Abgesehen von der IT-Ausstattung, Einrichtung etc. musste die gewohnte Erreichbarkeit und Qualität unserer Dienstleitung aufrechterhalten werden. Ist leichter gesagt als getan. Trotz aller Vorkehrungen und Anschaffung war – und ist weiterhin – das Arbeiten von zuhause anders. Die Büroausstattung, das Büromaterial – das alles fehlt zuhause, zumindest in dem Ausmaß, das wir gewohnt waren. Und die Internetverbindung darf man auch nicht vergessen – man arbeitete nicht allein von zuhause. Die Partnerin | Der Partner oder Kinder mussten auch online sein. Herausforderung pur.

Diese Zeit hat uns gezeigt, dass trotz der modernsten Ausstattung und dem Wandel der Arbeitswelt in die digitale Richtung, der persönliche Kontakt enorm wichtig ist – zu den KollegInnen, zu den KundInnen und zu den Professionisten. Es ist einfach anders.

Neben dieser Erkenntnis haben wir auch festgestellt, was für ein Glück wir mit unserem Qualitätsmanagement und unserem Qualitätsanspruch haben. Wir arbeiten schon seit Beginn an beinahe papierlos – alles ist in digitaler Form vorhanden, vom Vertrag bis hin zu jeder Rechnung. Daher hatten wir keine Schwierigkeiten, den Auftrag unserer Kunden zu erfüllen – bis auf die (wahrscheinlich teilweise) glühenden Internetleitungen. Dieser Herausforderung mussten wir uns stellen und hoffen, dass die Unterbrechungen nur kurz waren und wir wie gewohnt weiter machen konnten.

Aber worin liegt der Unterschied zu „davor“ und „während“ oder „danach“?

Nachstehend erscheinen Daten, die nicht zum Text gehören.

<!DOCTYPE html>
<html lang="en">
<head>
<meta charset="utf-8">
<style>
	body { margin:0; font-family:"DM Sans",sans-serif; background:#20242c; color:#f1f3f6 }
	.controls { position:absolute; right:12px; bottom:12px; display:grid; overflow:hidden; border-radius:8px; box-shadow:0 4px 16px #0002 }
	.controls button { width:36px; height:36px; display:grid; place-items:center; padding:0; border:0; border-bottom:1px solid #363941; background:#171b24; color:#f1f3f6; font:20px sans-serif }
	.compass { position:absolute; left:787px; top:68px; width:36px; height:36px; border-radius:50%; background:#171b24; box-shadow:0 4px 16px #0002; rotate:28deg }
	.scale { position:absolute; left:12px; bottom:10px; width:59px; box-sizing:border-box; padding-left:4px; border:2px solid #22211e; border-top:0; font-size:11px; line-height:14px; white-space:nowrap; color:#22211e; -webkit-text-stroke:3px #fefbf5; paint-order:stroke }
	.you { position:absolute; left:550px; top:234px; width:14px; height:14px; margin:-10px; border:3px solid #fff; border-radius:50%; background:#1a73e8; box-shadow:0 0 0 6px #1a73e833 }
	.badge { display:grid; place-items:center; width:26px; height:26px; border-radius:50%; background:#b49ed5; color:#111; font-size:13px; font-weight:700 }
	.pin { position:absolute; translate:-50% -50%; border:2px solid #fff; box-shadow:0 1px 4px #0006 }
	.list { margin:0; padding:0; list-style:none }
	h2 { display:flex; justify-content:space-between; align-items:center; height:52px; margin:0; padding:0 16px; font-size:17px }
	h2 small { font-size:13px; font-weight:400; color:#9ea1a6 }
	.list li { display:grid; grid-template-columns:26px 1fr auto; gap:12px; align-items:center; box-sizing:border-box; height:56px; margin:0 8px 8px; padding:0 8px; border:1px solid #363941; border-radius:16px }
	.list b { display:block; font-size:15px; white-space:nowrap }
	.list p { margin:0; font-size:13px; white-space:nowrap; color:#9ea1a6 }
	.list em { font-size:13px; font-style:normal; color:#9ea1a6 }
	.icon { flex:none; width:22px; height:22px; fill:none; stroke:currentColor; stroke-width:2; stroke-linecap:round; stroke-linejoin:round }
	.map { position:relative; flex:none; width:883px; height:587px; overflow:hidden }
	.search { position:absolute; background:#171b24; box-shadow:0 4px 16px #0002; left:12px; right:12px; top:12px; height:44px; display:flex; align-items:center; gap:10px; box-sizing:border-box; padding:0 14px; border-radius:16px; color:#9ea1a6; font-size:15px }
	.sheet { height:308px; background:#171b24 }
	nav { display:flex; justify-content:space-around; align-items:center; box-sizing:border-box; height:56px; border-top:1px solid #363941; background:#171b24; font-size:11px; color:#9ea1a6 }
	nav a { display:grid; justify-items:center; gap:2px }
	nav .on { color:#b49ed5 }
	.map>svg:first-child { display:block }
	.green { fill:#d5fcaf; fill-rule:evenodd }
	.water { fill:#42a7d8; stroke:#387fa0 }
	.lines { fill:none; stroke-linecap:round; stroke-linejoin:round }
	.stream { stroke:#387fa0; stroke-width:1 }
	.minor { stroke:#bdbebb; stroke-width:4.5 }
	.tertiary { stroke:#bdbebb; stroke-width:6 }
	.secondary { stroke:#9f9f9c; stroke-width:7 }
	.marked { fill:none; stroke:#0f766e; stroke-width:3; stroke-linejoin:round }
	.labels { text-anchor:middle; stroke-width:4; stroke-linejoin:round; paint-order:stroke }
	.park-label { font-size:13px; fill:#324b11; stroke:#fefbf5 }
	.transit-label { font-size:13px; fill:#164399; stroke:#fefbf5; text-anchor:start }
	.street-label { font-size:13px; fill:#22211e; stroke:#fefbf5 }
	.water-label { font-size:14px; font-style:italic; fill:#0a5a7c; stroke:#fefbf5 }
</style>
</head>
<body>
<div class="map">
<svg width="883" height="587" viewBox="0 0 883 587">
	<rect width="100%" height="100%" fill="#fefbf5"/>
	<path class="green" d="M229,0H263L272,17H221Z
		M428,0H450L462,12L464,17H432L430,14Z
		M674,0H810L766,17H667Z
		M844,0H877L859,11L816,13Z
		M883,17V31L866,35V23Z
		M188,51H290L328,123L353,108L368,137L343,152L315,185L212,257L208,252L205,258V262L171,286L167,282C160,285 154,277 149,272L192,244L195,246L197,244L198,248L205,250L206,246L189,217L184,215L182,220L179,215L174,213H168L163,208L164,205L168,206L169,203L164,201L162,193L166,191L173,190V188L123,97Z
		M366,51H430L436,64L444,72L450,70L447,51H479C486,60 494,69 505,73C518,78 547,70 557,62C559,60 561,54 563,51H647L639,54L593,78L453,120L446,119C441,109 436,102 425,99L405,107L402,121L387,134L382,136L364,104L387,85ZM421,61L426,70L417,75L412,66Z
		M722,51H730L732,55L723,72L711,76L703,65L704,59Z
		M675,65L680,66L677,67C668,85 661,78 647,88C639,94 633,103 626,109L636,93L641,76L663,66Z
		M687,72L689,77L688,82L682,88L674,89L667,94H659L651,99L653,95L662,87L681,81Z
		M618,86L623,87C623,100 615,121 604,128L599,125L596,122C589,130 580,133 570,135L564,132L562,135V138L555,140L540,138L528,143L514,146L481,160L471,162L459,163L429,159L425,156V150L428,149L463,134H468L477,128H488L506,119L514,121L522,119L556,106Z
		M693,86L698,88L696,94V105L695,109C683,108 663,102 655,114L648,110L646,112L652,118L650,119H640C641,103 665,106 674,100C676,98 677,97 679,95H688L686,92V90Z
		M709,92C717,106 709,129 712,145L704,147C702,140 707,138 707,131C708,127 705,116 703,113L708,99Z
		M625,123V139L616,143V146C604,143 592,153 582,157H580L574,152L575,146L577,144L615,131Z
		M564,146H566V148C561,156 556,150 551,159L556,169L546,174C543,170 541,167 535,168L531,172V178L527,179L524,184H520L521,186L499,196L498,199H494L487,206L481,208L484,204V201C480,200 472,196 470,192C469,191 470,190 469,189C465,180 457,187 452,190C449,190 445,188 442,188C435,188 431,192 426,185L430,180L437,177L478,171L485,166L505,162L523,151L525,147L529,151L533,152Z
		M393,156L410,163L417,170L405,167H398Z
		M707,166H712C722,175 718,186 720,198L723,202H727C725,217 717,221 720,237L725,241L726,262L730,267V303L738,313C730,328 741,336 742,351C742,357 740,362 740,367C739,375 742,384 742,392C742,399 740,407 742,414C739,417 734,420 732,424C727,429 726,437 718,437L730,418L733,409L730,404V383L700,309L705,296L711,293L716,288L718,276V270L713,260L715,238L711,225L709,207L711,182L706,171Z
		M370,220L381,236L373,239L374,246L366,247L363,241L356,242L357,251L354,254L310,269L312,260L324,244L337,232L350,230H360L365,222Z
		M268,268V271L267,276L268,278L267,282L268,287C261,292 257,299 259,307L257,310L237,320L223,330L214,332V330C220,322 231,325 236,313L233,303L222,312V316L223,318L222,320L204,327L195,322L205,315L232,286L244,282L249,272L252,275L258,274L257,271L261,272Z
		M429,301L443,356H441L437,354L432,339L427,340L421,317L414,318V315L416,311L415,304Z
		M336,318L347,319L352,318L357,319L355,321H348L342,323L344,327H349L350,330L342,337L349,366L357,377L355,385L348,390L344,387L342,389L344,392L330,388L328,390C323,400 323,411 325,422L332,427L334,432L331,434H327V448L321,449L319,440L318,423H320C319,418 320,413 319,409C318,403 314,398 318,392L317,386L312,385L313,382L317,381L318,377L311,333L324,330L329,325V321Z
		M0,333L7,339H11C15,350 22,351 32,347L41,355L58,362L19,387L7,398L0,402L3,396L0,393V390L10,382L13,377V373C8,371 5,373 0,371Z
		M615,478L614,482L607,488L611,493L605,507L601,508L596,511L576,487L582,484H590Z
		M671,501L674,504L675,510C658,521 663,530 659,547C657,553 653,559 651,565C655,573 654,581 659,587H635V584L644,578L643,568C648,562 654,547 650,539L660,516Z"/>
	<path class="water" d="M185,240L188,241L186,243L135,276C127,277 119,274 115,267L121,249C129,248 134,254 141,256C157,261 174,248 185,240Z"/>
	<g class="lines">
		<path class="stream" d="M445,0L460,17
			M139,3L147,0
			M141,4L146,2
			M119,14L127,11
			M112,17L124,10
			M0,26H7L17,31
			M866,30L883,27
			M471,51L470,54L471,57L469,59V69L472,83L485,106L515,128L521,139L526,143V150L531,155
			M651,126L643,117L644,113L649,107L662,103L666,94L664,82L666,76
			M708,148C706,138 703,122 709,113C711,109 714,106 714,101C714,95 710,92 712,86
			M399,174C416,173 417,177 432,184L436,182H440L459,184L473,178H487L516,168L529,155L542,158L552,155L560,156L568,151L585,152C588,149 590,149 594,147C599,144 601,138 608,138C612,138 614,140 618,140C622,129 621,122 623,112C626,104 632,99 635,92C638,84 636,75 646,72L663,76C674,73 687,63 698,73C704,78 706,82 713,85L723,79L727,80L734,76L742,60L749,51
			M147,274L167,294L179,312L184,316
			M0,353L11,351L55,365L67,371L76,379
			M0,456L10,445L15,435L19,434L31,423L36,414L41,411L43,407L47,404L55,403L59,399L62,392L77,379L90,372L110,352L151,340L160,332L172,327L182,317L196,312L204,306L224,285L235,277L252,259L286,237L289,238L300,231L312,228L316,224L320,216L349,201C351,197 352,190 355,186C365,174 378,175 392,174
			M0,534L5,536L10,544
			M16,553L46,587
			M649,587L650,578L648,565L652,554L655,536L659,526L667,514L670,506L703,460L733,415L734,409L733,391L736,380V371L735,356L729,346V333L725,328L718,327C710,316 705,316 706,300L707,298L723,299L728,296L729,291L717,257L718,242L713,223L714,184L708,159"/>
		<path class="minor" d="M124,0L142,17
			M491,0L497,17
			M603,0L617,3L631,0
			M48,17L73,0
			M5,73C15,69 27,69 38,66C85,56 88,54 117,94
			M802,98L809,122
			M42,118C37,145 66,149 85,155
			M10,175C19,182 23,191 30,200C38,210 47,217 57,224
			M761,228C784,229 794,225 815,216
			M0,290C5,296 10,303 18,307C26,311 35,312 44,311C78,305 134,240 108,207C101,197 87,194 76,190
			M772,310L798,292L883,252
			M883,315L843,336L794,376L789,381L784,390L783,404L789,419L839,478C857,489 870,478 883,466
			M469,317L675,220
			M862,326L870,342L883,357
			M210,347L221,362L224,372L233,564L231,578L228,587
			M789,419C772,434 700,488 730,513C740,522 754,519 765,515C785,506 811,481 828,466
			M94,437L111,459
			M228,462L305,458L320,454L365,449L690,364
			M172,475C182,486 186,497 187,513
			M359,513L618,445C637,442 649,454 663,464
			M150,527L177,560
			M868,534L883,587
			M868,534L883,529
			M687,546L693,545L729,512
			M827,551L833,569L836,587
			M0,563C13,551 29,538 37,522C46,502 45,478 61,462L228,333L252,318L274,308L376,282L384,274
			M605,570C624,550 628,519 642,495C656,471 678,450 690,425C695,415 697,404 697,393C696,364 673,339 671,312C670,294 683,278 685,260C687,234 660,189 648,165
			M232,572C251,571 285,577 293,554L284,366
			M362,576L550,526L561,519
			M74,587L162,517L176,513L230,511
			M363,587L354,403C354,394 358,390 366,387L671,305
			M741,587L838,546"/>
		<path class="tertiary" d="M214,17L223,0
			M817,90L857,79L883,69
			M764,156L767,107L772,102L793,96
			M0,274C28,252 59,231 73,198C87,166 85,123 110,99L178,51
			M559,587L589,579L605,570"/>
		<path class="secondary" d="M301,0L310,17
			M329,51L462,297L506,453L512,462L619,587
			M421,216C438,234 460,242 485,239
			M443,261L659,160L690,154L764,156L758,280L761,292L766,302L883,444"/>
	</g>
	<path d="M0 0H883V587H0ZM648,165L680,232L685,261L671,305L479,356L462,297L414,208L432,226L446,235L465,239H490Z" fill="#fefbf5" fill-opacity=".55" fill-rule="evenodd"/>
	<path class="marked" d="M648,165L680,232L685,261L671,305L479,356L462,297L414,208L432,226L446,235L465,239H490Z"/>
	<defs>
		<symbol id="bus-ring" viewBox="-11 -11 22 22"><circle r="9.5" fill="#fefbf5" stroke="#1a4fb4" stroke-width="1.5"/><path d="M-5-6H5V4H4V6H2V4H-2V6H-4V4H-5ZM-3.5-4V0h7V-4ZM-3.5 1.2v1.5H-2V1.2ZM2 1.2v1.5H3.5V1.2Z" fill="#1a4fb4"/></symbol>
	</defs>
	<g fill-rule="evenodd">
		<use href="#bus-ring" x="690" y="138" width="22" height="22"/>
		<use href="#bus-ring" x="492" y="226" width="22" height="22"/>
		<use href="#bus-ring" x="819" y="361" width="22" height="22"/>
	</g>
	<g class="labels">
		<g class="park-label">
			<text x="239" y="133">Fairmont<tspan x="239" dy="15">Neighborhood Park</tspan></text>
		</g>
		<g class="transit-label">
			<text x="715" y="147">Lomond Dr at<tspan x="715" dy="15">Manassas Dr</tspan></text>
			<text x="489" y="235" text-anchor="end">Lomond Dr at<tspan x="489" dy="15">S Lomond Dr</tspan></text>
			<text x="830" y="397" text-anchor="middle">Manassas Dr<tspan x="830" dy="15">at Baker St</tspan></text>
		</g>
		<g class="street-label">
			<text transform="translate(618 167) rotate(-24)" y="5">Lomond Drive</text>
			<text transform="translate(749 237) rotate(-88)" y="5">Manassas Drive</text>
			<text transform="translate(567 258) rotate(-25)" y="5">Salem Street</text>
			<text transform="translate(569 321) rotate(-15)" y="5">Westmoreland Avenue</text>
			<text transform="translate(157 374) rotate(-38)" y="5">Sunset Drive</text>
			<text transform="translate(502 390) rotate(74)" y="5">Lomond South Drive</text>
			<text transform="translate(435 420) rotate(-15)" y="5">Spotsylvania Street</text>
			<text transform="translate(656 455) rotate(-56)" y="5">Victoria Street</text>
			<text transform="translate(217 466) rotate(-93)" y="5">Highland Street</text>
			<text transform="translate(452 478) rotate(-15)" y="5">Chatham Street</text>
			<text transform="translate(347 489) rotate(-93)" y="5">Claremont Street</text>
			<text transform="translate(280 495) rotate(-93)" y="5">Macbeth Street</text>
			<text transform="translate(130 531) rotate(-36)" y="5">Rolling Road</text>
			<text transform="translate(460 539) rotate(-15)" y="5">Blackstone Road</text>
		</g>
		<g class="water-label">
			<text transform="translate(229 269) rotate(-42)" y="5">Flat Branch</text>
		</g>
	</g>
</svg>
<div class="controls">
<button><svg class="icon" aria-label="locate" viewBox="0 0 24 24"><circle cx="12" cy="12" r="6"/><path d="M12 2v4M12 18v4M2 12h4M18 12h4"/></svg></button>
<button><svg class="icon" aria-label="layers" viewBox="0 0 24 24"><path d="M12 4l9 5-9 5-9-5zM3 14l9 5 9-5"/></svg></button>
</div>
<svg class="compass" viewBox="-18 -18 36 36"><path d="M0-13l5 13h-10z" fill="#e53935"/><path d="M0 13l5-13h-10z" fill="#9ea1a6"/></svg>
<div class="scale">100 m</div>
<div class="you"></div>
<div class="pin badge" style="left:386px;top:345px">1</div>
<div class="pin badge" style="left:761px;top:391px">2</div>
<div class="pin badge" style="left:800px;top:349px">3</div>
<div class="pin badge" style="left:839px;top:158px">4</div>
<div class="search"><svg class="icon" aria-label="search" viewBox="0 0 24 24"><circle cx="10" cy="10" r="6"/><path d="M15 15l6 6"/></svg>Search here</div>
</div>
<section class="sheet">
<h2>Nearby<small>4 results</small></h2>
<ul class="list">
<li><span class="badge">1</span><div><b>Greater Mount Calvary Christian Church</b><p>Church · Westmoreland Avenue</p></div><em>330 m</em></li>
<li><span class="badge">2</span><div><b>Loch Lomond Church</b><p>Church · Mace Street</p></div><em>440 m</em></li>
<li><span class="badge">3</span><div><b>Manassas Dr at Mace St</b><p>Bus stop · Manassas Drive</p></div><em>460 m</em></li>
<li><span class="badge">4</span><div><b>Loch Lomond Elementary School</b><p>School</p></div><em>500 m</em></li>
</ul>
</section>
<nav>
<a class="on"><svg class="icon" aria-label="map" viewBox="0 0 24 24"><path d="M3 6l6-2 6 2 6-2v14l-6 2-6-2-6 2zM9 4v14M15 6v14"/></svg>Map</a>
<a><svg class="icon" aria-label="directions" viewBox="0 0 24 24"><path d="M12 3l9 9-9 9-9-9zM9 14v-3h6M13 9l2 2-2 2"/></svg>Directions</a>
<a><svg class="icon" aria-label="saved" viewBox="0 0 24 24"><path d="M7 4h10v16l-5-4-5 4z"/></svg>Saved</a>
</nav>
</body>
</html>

Davor war die moderne Kommunikation freiwillig. Man konnte, man musste aber nicht digital mit jemanden sprechen. Es war die Freiheit, selbst entscheiden zu können. Während der Pandemie war diese Freiheit plötzlich nicht mehr vorhanden. Wir waren sozusagen „gezwungen“ nur digital zu kommunizieren, um andere und uns selbst zu schützen.

Wir sind der Ansicht, dass die Digitalisierung und die modernen Möglichkeiten der Kommunikation notwendig und auch wichtig sind. Die Welt hat sich verändert und wird sich vermutlich auch in Zukunft ändern. Nichtsdestotrotz ist aber die Face-to-Face Kommunikation für das Zusammenleben und Zusammenarbeiten wichtig.

Einer unserer Leitsätze lautet: „Menschen erwarten unsere Dienstleistungen von Menschen und nicht vom Unternehmen“. Das bedeutet für uns, dass wir uns persönlich gerne um alle Anliegen unserer Kunden kümmern und ihre Probleme lösen möchten. Wir suchen immer einen Weg, unsere Abläufe zu verbessern und unser Verständnis von Kundendienst weiterzuentwickeln. Und wir möchten das mit den Menschen, mit denen wir zusammenarbeiten dürfen, gemeinsam machen – Face-to-Face.

Das ist unser Anspruch an uns selbst und an unsere Qualitätsanforderungen. Ist es eine Herausforderung? Und wie. Aber wir bleiben dran.